# [WHAT TO DO]
Scan the entries for "read". Every line that holds it is to be copied.
#### DATA FOR THIS TASK
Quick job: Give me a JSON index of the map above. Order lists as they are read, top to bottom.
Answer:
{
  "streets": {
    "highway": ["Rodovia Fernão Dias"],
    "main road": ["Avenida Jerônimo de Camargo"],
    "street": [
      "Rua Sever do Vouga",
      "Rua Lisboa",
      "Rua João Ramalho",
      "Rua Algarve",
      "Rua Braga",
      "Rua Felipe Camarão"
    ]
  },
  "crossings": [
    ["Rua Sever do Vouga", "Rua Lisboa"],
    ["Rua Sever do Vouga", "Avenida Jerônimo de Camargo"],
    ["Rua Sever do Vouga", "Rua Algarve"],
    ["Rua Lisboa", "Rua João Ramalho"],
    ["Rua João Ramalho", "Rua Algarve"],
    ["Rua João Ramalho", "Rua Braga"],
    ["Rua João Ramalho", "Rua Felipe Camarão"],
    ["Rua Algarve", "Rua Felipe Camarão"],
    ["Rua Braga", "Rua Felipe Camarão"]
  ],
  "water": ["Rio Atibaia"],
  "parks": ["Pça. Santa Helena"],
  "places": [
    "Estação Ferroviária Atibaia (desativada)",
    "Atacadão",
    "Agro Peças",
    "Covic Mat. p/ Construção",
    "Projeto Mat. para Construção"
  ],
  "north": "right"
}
########
#### DATA FOR THIS TASK
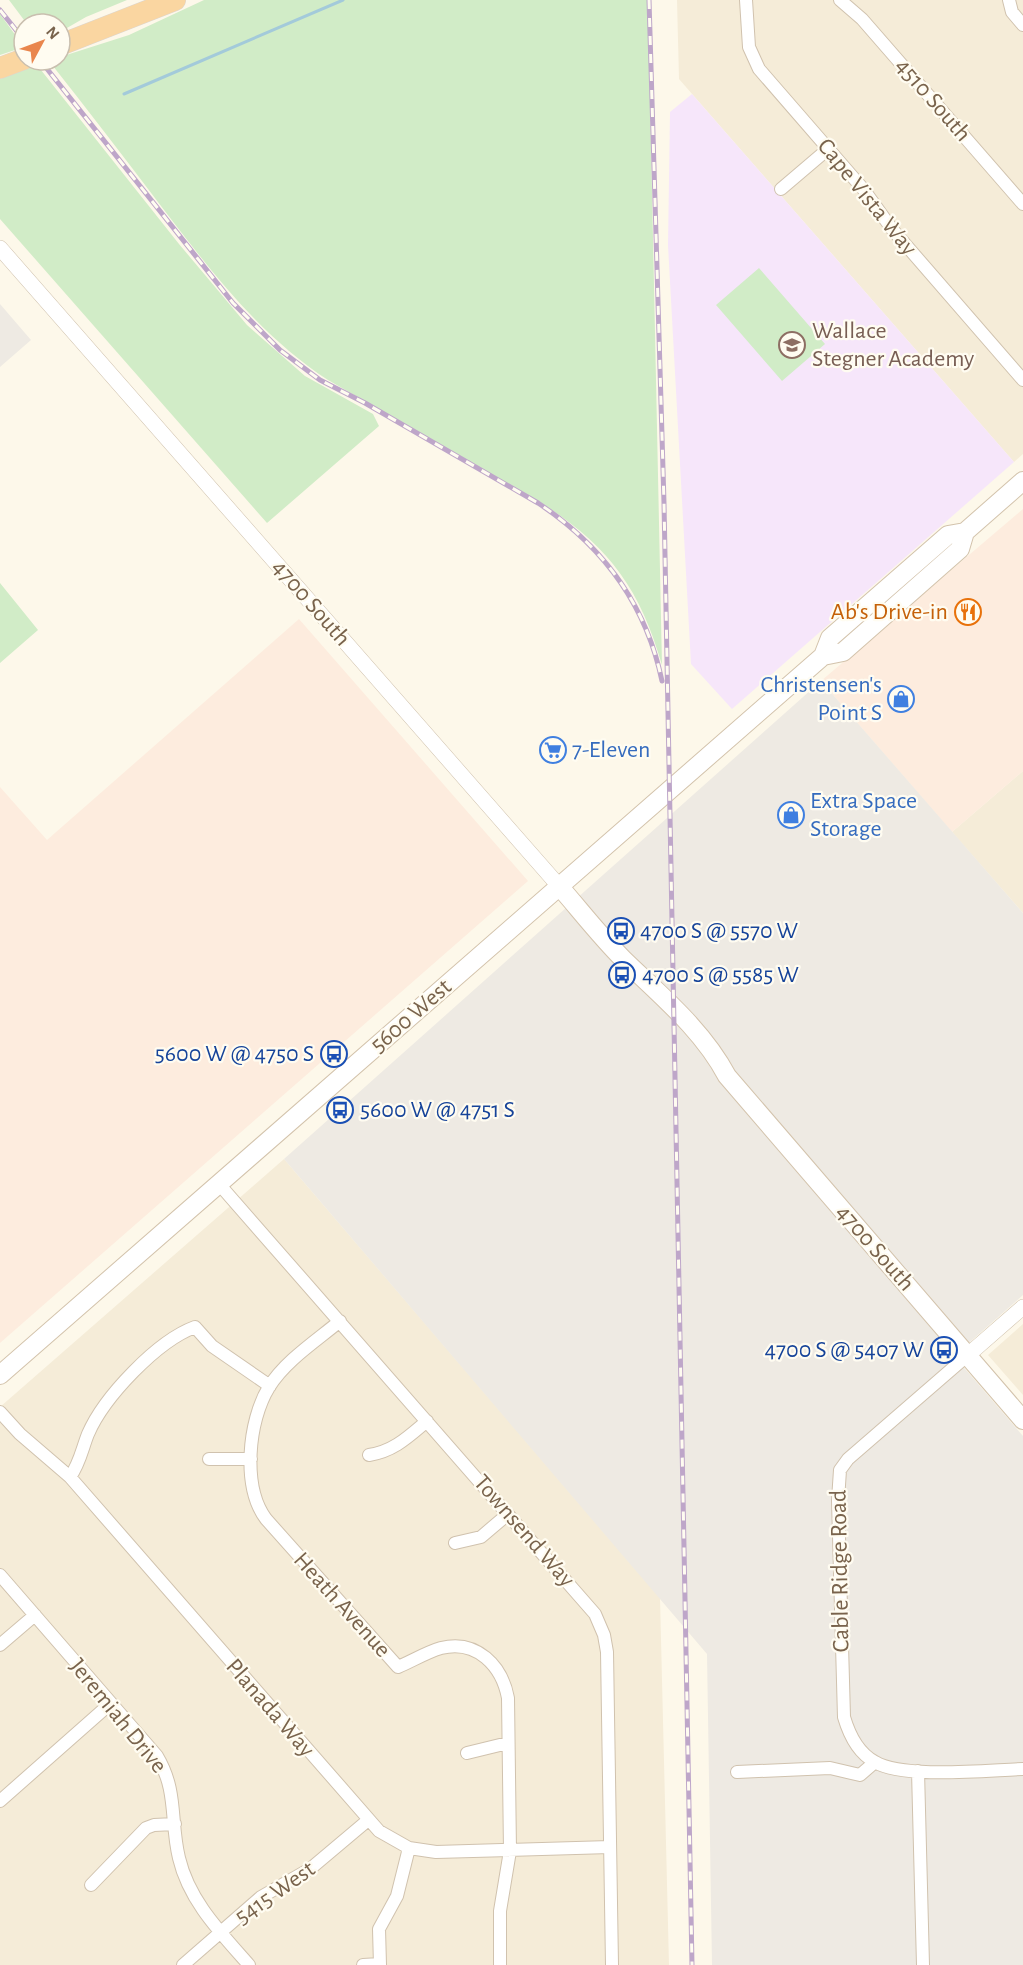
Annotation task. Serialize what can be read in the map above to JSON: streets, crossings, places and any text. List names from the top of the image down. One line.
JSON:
########
# [EXERCISE SOLUTION]
Quick job: Give me a JSON index of the map above. Order lists as they are read, top to bottom.
Annotation task. Serialize what can be read in the map above to JSON: streets, crossings, places and any text. List names from the top of the image down. One line.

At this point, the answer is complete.